Your goal is to choose a continuous segment of beads that includes the special bead. This segment should give you the highest possible points when calculated as follows:

Take the smallest number on any bead in your segment, and multiply it by the total number of beads in the segment.

For example, if your segment has beads with numbers [2, 5, 1, 3], then the smallest number is 1 and the segment length is 4 beads. So your points would be 1 x 4 = 4 points.

You can choose any set of continuous beads as long as bead k is included. Your target is to maximize the points you can get using this method.

It’s like giving you a necklace with numbered beads and asking you to choose a part of the necklace with the special bead that would give you the most points based on the bead with the smallest number and the total beads in that section.

So in simple terms, it’s about choosing a continuous set of numbers that includes a special number, so that the smallest number multiplied by the length gives you the maximum points possible.

Problem Breakdown and Solution Methodology

Here is a step-by-step approach to solve this problem:

Visualize the input array as a line chart with each index mapped to an element. Highlight index k.
Initialize a sliding window of size 1 containing just k. Keep track of the minimum value and length of this window.
Incrementally expand the window by 1 element on both sides, updating the minimum value and length as the window grows.
Compute the score as minimum value * length for each window. Maintain the maximum score seen so far.
Once window reaches full array size, begin contracting the window from the edges inwards, still tracking min, length and max score.
Repeat steps 3-5 until k is no longer contained in the window.

For example, with nums = [1, 4, 3, 7, 4, 5] and k = 3, the steps would be:

Array visualization:

[1, 4, 3, 7, 4, 5] ^ k=3

Initial window: [3], min = 3, len = 1
Expand window: [4, 3, 7], min = 3, len = 3, score = 9 (new max)
Contract window: [3, 7], min = 3, len = 2, score = 6
Final max score = 9 from subarray [4, 3, 7]

If array size increases, only the expanding/contracting window steps are impacted. The overall approach remains the same.

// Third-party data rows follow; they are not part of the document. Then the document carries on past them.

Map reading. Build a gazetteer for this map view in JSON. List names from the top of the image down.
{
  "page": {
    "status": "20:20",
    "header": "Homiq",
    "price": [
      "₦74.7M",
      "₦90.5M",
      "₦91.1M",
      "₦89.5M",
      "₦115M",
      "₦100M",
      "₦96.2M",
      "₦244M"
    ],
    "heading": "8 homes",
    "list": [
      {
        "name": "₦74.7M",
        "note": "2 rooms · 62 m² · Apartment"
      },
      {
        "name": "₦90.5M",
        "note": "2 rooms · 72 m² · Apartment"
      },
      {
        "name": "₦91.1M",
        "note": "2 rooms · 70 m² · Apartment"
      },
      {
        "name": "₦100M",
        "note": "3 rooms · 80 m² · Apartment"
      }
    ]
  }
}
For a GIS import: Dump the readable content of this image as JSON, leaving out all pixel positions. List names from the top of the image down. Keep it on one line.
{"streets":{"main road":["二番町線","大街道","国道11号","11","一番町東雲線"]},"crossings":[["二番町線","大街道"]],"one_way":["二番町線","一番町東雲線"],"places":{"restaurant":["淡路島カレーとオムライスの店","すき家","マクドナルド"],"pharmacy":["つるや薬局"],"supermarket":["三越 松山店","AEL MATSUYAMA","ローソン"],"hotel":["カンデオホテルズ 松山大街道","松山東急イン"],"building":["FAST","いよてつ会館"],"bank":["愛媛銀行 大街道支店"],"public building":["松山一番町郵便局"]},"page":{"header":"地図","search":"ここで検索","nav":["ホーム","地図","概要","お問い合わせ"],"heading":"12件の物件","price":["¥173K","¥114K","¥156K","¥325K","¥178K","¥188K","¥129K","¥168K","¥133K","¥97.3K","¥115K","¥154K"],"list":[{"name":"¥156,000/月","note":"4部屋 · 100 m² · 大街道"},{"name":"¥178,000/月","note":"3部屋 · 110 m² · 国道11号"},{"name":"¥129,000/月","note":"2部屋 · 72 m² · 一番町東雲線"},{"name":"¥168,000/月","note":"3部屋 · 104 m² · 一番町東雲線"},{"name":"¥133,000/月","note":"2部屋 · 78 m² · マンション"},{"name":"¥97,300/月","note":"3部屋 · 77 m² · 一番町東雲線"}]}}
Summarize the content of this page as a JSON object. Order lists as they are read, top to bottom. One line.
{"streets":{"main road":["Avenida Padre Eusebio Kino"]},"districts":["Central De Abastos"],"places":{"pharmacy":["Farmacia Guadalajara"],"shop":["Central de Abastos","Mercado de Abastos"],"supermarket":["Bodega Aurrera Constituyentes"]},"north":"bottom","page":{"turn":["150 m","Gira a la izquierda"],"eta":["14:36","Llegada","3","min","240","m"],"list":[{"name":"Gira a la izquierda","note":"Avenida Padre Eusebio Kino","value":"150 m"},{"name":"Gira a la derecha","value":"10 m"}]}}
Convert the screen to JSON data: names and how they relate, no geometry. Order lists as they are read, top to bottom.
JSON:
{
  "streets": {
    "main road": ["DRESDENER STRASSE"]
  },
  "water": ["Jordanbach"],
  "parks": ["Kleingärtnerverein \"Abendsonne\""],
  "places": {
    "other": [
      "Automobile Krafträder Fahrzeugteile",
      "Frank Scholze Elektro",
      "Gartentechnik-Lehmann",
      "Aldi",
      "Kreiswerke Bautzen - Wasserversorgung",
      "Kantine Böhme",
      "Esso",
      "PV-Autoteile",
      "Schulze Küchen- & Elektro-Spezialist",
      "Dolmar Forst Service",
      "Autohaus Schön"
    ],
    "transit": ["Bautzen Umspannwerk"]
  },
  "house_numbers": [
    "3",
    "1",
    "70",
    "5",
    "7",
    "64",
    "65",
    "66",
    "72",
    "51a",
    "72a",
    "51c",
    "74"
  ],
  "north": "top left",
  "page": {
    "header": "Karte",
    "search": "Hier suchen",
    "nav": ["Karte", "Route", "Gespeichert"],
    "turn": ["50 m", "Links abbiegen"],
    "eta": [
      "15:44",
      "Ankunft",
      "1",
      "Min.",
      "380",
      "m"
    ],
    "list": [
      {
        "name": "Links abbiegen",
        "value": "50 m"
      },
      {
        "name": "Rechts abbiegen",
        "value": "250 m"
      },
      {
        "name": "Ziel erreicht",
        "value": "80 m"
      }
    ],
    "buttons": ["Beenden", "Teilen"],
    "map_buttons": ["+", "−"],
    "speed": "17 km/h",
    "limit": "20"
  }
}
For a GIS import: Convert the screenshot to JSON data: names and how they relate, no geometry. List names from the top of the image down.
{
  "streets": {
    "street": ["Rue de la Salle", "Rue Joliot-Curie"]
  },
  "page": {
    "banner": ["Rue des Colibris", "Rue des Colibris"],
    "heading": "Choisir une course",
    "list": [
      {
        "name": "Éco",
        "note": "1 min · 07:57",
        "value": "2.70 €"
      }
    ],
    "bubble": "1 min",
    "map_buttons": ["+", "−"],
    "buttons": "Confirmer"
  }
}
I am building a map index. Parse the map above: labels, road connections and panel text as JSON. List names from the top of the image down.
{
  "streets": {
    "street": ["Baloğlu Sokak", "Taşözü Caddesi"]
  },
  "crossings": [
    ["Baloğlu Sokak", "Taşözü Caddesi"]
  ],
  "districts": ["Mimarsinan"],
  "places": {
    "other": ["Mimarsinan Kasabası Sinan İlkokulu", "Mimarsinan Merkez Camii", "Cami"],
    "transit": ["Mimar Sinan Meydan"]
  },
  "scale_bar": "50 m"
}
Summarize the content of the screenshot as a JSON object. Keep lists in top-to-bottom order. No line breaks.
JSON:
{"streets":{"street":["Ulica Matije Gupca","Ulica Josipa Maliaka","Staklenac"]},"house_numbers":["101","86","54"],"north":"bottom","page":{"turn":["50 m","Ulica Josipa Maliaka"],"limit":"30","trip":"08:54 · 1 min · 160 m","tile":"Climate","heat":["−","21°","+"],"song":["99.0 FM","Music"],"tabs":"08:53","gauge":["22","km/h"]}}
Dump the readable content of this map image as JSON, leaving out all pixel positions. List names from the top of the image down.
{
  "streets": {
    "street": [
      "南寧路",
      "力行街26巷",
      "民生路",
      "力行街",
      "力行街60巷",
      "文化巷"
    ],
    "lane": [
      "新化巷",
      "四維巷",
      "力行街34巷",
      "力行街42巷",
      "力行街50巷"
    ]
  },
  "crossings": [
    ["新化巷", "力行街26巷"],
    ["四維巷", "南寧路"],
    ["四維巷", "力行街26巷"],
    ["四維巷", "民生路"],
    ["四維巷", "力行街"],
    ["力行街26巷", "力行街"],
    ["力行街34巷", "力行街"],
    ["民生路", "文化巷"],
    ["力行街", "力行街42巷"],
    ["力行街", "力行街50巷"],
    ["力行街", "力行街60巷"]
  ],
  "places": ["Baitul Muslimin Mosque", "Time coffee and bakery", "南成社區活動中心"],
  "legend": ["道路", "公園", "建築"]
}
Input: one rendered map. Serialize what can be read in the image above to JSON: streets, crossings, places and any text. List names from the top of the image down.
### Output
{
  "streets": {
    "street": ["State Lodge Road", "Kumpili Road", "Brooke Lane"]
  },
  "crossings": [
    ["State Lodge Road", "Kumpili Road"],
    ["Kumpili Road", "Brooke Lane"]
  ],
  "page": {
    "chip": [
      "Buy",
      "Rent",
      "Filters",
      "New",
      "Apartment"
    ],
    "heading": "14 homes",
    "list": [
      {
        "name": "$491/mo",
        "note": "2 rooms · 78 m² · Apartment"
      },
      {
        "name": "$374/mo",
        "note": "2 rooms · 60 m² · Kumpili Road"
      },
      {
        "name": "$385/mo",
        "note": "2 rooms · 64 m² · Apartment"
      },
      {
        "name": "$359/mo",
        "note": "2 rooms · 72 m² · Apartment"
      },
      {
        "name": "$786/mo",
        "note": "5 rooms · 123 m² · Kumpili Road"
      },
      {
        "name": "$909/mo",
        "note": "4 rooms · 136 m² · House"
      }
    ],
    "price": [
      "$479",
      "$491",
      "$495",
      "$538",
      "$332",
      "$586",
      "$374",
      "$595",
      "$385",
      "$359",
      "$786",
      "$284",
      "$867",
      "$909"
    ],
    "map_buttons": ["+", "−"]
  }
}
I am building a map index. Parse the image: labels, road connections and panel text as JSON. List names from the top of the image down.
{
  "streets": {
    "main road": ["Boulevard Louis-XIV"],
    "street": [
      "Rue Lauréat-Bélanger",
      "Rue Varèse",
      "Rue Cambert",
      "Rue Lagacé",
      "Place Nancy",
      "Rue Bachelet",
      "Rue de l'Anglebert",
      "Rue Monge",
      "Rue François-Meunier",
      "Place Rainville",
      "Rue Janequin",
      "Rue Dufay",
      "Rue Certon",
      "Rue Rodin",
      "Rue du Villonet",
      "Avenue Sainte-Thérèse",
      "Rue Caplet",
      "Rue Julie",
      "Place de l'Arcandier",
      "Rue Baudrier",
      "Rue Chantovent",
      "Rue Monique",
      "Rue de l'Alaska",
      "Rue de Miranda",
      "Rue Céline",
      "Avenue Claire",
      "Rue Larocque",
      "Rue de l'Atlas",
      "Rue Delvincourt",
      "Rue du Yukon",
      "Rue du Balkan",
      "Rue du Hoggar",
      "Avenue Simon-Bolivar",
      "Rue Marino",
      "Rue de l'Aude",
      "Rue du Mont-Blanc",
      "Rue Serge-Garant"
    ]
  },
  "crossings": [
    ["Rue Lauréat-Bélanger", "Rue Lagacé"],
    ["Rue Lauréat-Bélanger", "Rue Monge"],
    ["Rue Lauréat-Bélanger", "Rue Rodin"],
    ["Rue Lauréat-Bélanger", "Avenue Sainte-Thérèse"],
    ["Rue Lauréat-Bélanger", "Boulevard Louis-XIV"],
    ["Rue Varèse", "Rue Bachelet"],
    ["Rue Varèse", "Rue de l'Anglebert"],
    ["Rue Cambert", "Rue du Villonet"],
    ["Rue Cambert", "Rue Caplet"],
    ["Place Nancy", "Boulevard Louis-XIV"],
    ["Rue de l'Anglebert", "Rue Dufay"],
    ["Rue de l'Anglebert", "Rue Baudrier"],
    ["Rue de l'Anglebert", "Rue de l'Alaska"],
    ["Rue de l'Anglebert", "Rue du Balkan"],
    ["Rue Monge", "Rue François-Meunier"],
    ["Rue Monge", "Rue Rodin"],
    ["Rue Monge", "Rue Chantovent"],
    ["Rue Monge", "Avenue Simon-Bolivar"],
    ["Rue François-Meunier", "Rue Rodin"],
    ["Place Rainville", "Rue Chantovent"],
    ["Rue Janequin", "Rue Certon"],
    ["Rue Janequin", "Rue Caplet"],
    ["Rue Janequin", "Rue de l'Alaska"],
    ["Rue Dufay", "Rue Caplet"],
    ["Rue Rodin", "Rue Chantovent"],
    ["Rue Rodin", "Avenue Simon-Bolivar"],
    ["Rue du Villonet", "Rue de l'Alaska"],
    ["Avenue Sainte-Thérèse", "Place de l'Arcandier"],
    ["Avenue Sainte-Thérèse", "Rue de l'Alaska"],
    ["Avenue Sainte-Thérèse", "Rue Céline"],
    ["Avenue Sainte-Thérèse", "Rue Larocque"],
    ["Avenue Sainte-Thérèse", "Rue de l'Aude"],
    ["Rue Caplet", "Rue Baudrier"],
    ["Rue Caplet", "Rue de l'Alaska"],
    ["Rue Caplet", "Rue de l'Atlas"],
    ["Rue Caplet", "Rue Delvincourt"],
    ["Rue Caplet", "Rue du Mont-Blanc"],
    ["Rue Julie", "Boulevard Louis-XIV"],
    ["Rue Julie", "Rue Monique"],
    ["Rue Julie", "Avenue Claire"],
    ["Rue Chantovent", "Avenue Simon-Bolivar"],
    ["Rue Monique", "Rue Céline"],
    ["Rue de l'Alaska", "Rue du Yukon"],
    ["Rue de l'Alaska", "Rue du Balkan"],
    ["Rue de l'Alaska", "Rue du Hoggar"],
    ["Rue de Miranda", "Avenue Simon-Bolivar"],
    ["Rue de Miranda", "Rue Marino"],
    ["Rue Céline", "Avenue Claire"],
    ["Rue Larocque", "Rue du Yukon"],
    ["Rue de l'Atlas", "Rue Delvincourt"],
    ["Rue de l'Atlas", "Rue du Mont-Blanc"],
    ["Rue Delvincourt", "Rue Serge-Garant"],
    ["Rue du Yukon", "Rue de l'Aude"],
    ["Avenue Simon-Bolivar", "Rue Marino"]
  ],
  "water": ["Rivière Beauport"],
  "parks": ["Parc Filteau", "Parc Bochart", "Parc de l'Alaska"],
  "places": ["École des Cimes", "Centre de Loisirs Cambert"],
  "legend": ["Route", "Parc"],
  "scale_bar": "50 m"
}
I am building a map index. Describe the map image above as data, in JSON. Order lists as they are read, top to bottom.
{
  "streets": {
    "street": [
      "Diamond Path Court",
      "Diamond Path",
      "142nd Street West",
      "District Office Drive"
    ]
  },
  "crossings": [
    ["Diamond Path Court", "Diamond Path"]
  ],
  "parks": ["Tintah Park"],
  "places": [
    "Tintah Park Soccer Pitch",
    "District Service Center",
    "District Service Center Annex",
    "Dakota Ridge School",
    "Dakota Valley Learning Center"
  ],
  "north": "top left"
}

Inference of Problem-Solving Approach from the Problem Statement

Here are the key terms and how they inform the problem solving approach:

Array - The input is an integer array, so algorithms suited for arrays/sequences should be considered.
Subarray - Need to find a contiguous subarray, so techniques like sliding window and two pointer approaches are applicable.
Index k - The subarray must contain k, so the solution needs to constrain or pivot around this index.
Minimum value - Calculating minimum in the subarray is a key operation, so data structures like monotonic stack/queue could help optimize this.
Length - Finding the length of the subarray is needed for the score. Keeping a running length variable in the sliding window would suffice.
Score - The objective is to maximize the score, making this an optimization problem. Techniques like dynamic programming, greedy, etc need consideration.
Integer - The array contains integer values, so discretization or integer programming approaches could apply.
Return maximum - Output is a single maximum score, so we can short circuit and return once found.

So in summary, the key terms like subarray, index k, minimum value, length, score, etc provide clues on applicable techniques like sliding windows, monotonic queues, dynamic programming, discretization that can help optimize the solution. The terms guide the overall strategy.

How did you infer from the problem statement that this problem can be solved using ?

Here is a stepwise refinement for solving this maximum subarray score problem:

High level approach:

Use sliding window technique to evaluate all subarrays containing k
For each subarray, compute score as min * length
Return maximum score found

Breakdown into steps:

Initialize variables
- min_value, max_score = INT_MIN
- left = k
- right = k
- length = 1
Expand window
- Increment right pointer
- Update min_value and length
- Compute score as min_value * length
- Update max_score if new score is greater
Contract window
- Increment left pointer
- Update min_value and length
- Compute and update max_score
Repeat steps 2-3 until k is excluded
Return max_score

Independent parts:

Score calculation from min and length
Updating max score
Sliding window expansion and contraction

Repeatable patterns:

Sliding window for subarrays
Tracking min, max values
Two pointer approach

The key is breaking down into initializing variables, expanding/contracting window, computing score, and finding maximum. The patterns are sliding window, min/max tracking, and two pointers.

Solution Approach and Analysis

Here is a detailed step-by-step approach to solve this problem:

Visualize the input array as a number line, with each index mapped to an array element. Highlight index k.

For example, with nums = [1, 4, 3, 7, 4, 5] and k = 3:

nums: [1, 4, 3, 7, 4, 5] ^ k = 3

Initialize a sliding window of size 1 containing just nums[k]. Keep track of minimum value and length of this window.

min = 3, len = 1

Incrementally expand the window by including one element on the left and right. Update min and length.

window = [1, 4, 3, 7] min = 1, len = 4

Compute score as min * length. Update max score seen so far.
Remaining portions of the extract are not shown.